Иврита он совершенно не знал, а идиш почти позабыл. Но – странное дело! Разговаривая на фене, он всегда указывал происхождение того или иного выражения и четко называл этимологию любого слова. Он утверждал, что семьдесят процентов слов воровского арго, формировавшегося в южных областях Малороссии с середины XIX века и послужившего костяком современного блатного языка («настоящего воровского языка!» – поправлял он меня), происходит из разговорного еврейского жаргона со значительными вкраплениями литературного древнееврейского. Он с жаром доказывал мне это и о данном предмете готов был говорить и спорить часами. Собственно, он не спорил, а декларировал непререкаемым тоном.

– А вот проверь! – взвился он однажды и, призывно махнув мне рукой, покатил на коляске к кабинету главврача. – Я с ним базарю, и мы через пень-колоду, а понимаем друг друга!
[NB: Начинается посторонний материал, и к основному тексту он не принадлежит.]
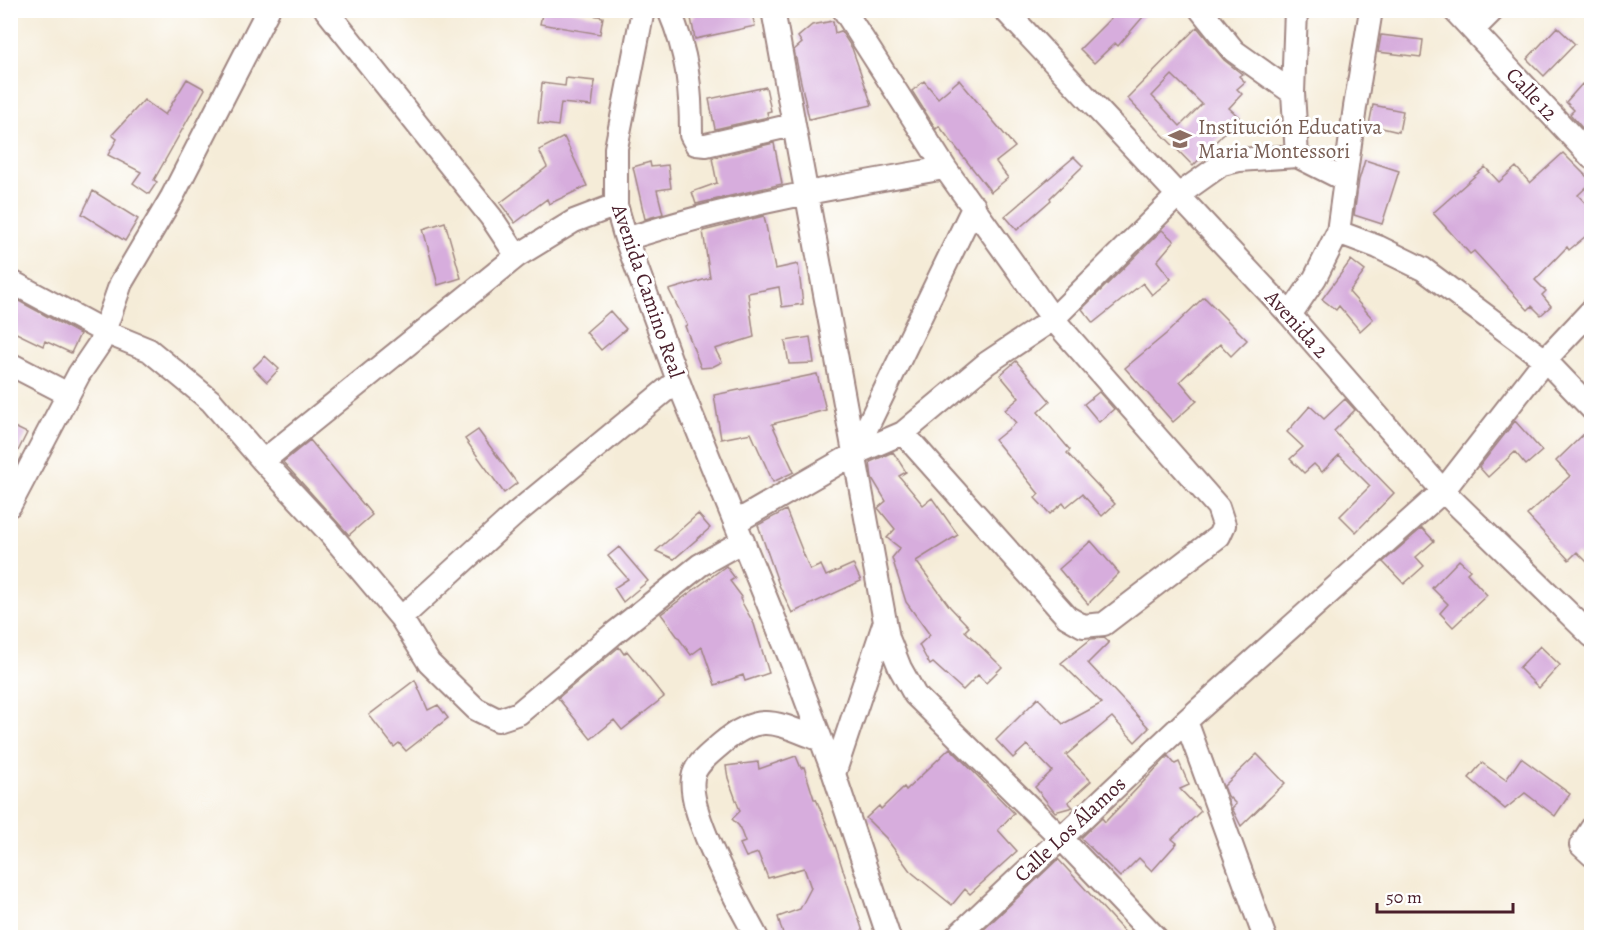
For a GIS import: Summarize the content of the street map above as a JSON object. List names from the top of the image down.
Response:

Я пошел за ним. Я был потрясен: эти двое действительно, казалось, понимают друг друга. Дядя Петя шпарил на фене, как французский поэт шпарит на языке Аполлинера; врач, выходец из туманного Альбиона, шпарил на иврите – но… они понимали друг друга. Во фразах старика то и дело мелькали слова, действительно напоминающие ашкеназские структуры старого иврита, и врач прислушивался к ним с таким усердием, что даже приподнялся с кресла.

…Я мечтал привезти его на писательское собрание, чтобы он поделился с Мастерами чудовищным опытом своей жизни, но он всегда категорически отказывался.

– Я обезьяна в зоопарке, что ль? Чего на меня глядеть? Чего я им расскажу? Они ж ни разу не сидели… Чего поймут?

Все мои уговоры наталкивались на стену его глубокого, убежденного внутреннего противодействия. Я чуть не плакал от досады.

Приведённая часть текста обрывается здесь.